BEGIN PROVIDED ENTRIES

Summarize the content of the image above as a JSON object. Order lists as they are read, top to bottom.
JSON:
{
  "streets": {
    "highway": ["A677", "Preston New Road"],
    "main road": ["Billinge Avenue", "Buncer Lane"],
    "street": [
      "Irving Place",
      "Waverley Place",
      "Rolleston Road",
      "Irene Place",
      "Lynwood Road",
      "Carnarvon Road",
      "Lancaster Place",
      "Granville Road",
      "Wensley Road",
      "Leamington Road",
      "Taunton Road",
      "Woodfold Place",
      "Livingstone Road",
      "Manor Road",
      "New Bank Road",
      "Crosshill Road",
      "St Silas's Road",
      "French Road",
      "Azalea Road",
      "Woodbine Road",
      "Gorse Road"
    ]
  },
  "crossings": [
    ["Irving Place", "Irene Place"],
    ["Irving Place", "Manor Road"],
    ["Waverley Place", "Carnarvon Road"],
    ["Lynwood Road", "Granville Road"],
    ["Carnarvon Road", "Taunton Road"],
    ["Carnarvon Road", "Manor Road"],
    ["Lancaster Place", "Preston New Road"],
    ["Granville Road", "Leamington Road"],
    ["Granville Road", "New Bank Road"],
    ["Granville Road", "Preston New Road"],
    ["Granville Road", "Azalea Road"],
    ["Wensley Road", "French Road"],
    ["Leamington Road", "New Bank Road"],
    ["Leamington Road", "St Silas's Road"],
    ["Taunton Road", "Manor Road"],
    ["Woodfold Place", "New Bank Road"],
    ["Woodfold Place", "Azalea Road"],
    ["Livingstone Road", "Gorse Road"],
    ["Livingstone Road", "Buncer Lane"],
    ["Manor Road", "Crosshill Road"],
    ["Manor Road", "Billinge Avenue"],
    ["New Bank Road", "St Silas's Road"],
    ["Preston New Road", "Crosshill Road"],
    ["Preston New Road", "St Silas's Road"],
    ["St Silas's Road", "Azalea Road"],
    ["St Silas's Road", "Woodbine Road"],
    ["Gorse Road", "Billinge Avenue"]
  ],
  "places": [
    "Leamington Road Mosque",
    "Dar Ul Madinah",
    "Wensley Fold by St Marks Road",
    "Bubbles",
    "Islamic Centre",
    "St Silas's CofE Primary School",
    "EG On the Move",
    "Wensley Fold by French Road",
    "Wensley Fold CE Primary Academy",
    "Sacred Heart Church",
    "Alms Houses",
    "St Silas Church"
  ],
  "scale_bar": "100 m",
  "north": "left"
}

END PROVIDED ENTRIES

WHAT YOU WILL DO:
Return the entries in full, keeping every line exactly as it is.

RESPONSE FOR THIS EXERCISE:
Summarize the content of the image above as a JSON object. Order lists as they are read, top to bottom.
JSON:
{
  "streets": {
    "highway": ["A677", "Preston New Road"],
    "main road": ["Billinge Avenue", "Buncer Lane"],
    "street": [
      "Irving Place",
      "Waverley Place",
      "Rolleston Road",
      "Irene Place",
      "Lynwood Road",
      "Carnarvon Road",
      "Lancaster Place",
      "Granville Road",
      "Wensley Road",
      "Leamington Road",
      "Taunton Road",
      "Woodfold Place",
      "Livingstone Road",
      "Manor Road",
      "New Bank Road",
      "Crosshill Road",
      "St Silas's Road",
      "French Road",
      "Azalea Road",
      "Woodbine Road",
      "Gorse Road"
    ]
  },
  "crossings": [
    ["Irving Place", "Irene Place"],
    ["Irving Place", "Manor Road"],
    ["Waverley Place", "Carnarvon Road"],
    ["Lynwood Road", "Granville Road"],
    ["Carnarvon Road", "Taunton Road"],
    ["Carnarvon Road", "Manor Road"],
    ["Lancaster Place", "Preston New Road"],
    ["Granville Road", "Leamington Road"],
    ["Granville Road", "New Bank Road"],
    ["Granville Road", "Preston New Road"],
    ["Granville Road", "Azalea Road"],
    ["Wensley Road", "French Road"],
    ["Leamington Road", "New Bank Road"],
    ["Leamington Road", "St Silas's Road"],
    ["Taunton Road", "Manor Road"],
    ["Woodfold Place", "New Bank Road"],
    ["Woodfold Place", "Azalea Road"],
    ["Livingstone Road", "Gorse Road"],
    ["Livingstone Road", "Buncer Lane"],
    ["Manor Road", "Crosshill Road"],
    ["Manor Road", "Billinge Avenue"],
    ["New Bank Road", "St Silas's Road"],
    ["Preston New Road", "Crosshill Road"],
    ["Preston New Road", "St Silas's Road"],
    ["St Silas's Road", "Azalea Road"],
    ["St Silas's Road", "Woodbine Road"],
    ["Gorse Road", "Billinge Avenue"]
  ],
  "places": [
    "Leamington Road Mosque",
    "Dar Ul Madinah",
    "Wensley Fold by St Marks Road",
    "Bubbles",
    "Islamic Centre",
    "St Silas's CofE Primary School",
    "EG On the Move",
    "Wensley Fold by French Road",
    "Wensley Fold CE Primary Academy",
    "Sacred Heart Church",
    "Alms Houses",
    "St Silas Church"
  ],
  "scale_bar": "100 m",
  "north": "left"
}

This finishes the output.